O Recife Completo é um projeto de Ângelo Menezes (de quem nunca ouvi falar na vida até conhecer o projeto) que visa mapear os pontos de interesse da cidade do Recife (para quem pegou o bonde andando, eu sou recifense).
É um trabalho impressionante, atualmente na versão 2.8 e contando com mais de 4300 lugares marcados na Região Metropolitana (mais especificamente Recife, Olinda e Jaboatão). Este incrível banco de dados já foi passado na íntegra para meu GPS, e espero que possa utilizá-lo bastante quando estiver lá duranto as festas de fim de ano.
Para se passar uma idéia do volume de informações já coletadas, vejam a figura abaixo:
Agora, para poder visualizar em informação legível, um zoom maior.
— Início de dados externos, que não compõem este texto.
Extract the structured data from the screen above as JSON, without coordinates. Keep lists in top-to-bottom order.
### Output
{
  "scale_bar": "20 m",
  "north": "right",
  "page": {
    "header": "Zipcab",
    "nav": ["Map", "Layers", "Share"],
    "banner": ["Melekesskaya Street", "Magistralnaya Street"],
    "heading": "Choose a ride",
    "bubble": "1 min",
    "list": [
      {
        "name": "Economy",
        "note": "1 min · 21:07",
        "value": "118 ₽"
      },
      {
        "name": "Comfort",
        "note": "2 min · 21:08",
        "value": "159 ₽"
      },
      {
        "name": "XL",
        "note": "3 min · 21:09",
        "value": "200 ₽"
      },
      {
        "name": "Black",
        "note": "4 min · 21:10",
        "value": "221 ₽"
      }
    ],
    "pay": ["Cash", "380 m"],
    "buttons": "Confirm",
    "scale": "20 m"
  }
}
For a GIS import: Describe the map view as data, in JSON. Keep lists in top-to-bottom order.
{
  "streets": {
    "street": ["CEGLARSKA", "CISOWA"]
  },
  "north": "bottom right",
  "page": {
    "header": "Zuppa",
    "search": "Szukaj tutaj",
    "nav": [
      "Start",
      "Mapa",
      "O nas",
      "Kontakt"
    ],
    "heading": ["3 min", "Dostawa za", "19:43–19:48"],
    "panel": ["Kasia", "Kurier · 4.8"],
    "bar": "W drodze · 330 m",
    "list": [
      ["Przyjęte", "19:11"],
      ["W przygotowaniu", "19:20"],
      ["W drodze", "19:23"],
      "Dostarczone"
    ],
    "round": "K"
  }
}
Perceba, como é rica a marcação dos lugares:
Todos os pontos estão organizados em subgrupos, por cidade e tipo, numa hierarquia muito bem definida. Eu considero O Recife Completo um item imprescindível para qualquer recifense e mais ainda, qualquer portador de GPS que more ou pense em visitar a cidade algum dia, sem deixar nada a dever aos mapas de GPS de cidades como São Paulo e países europeus ou os Estados Unidos.
Fica a dica.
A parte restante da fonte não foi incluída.